- **EXERCISE AIM**
Work out how many lines in the listing below carry the word "function". Give that number alone.

-------------------------

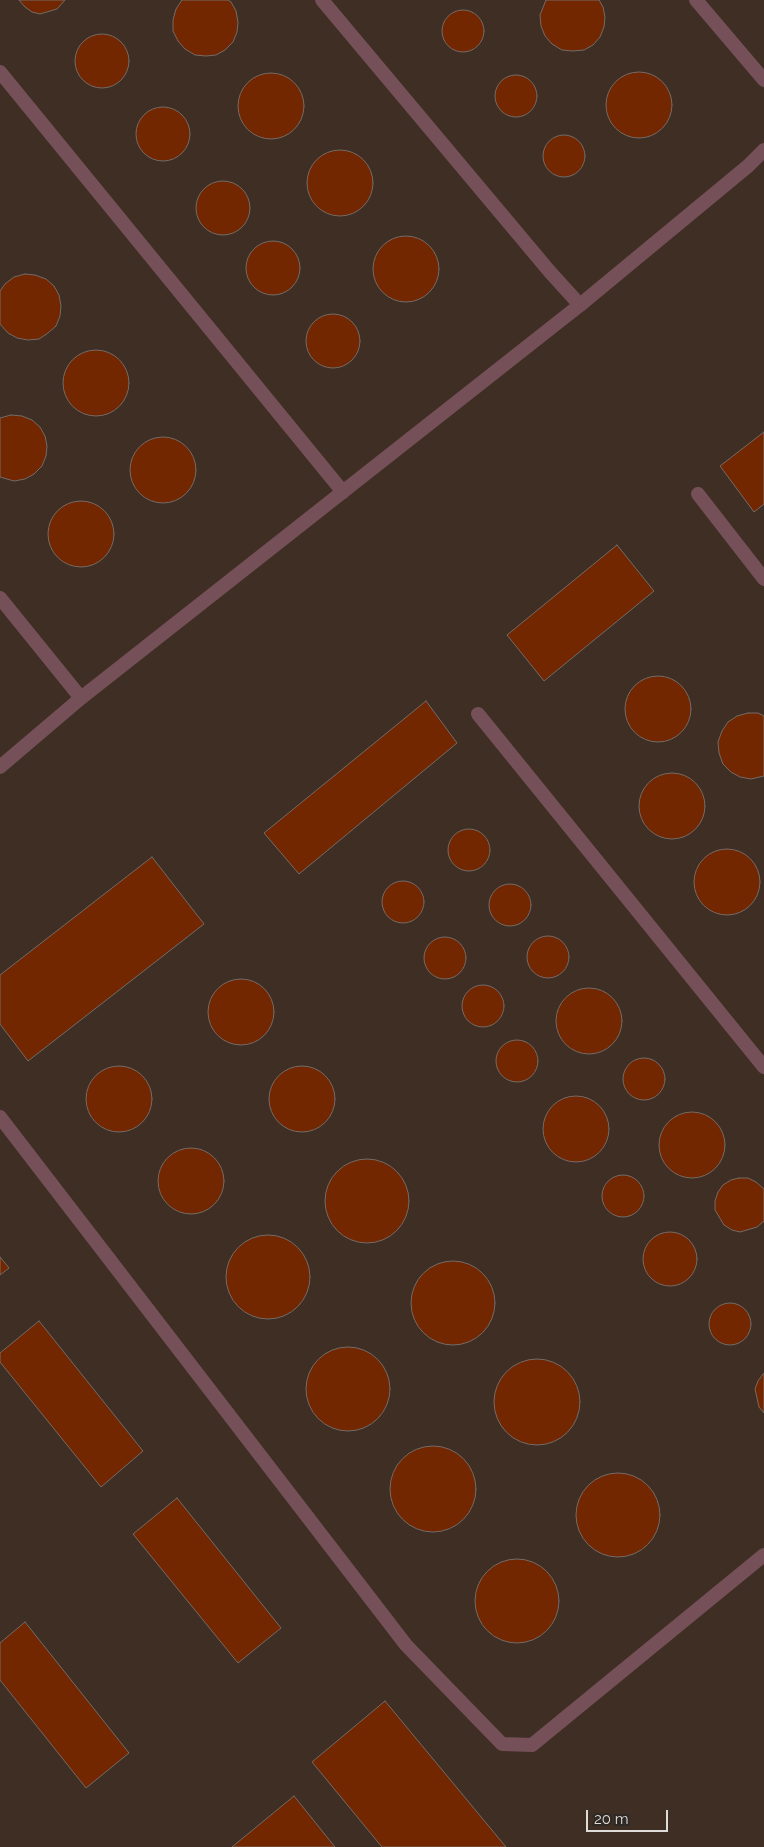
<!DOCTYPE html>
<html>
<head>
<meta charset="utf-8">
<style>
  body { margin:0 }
  #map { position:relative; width:764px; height:1847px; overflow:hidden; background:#2f2925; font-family:Raleway,sans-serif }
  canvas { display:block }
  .scale { position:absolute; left:586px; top:1810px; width:82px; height:22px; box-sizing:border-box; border:2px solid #dfdbd8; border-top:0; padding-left:6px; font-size:15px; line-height:18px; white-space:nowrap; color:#dfdbd8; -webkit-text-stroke:4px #2f2925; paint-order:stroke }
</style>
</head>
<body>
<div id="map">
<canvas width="764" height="1847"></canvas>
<div class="scale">20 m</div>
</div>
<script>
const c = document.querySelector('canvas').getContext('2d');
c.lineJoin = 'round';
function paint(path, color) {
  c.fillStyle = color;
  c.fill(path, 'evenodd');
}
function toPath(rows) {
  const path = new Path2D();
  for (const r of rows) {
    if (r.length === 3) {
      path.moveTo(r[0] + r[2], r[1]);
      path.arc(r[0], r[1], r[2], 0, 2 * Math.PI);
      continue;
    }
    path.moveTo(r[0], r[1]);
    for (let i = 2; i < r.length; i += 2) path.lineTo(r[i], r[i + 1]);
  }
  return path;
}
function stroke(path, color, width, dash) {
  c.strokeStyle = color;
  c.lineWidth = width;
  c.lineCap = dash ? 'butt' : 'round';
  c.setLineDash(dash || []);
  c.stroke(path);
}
const industrial = toPath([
  [0,0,764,0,764,1847,0,1847]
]);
const building = toPath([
  [19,0,65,0,57,9,40,14,32,12,25,7,19,0],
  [182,0,228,0,231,2,236,11,238,22,237,32,233,42,225,50,216,55,206,56,195,55,185,49,178,41,173,31,173,20,176,9,182,0],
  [546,0,599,0,603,7,605,17,604,27,600,37,593,45,584,50,573,51,562,50,552,44,545,36,541,26,540,15,546,0],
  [463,31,21],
  [102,61,27],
  [639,105,33],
  [271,106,33],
  [516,96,21],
  [163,134,27],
  [564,156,21],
  [340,183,33],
  [223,208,27],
  [406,269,33],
  [273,268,27],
  [25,274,35,275,46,279,54,286,59,295,61,306,60,316,56,326,48,333,39,339,28,340,17,338,8,333,0,324,0,291,5,284,14,277,25,274],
  [333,341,27],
  [96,383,33],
  [11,415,22,416,32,420,40,427,45,436,47,446,46,456,42,466,34,474,25,479,14,481,0,477,0,418,11,415],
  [764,432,764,504,754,512,720,466,764,432],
  [163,470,33],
  [81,534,33],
  [617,545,654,591,544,681,507,635,617,545],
  [658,709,33],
  [426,701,457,743,299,874,264,833,426,701],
  [748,713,758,713,764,716,764,776,751,779,740,777,731,772,723,764,719,753,718,742,722,731,728,722,737,716,748,713],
  [672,806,33],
  [469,850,21],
  [727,882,33],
  [152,857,204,924,28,1061,0,1024,0,975,152,857],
  [403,902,21],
  [510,905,21],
  [548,957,21],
  [445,958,21],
  [241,1012,33],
  [483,1006,21],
  [589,1021,33],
  [517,1061,21],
  [644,1079,21],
  [119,1099,33],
  [302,1099,33],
  [576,1129,33],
  [692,1145,33],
  [191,1181,33],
  [367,1201,42],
  [623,1196,21],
  [739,1178,748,1178,756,1182,764,1189,764,1221,757,1227,740,1232,732,1230,724,1225,715,1210,715,1201,718,1192,723,1185,731,1180,739,1178],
  [670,1259,27],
  [268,1277,42],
  [0,1257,9,1268,0,1275,0,1257],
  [453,1303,42],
  [730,1324,21],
  [39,1321,143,1451,101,1487,0,1362,0,1353,39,1321],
  [348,1389,42],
  [537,1402,43],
  [763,1374,764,1373,764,1413,759,1407,755,1389,758,1381,763,1374],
  [433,1489,43],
  [618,1515,42],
  [177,1498,281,1628,238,1663,133,1534,177,1498],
  [517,1601,42],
  [25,1622,129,1753,86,1788,0,1680,0,1643,25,1622],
  [385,1701,506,1847,382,1847,312,1762,385,1701],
  [294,1796,335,1847,232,1847,294,1796]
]);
const service = toPath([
  [322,0,550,272,580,305],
  [696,0,764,80],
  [0,72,343,492],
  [698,494,764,579],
  [0,598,81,698],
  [478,714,764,1067],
  [0,1117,406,1645,502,1744,532,1745,764,1555]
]);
const minor = toPath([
  [0,767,81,698,580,305,748,166,764,150]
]);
paint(industrial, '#3e2e23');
paint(building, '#732700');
stroke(building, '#746b68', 1);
stroke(service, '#765058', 14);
stroke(minor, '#765058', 14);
</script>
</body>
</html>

-------------------------

- **SOLUTION TO THE EXERCISE**
3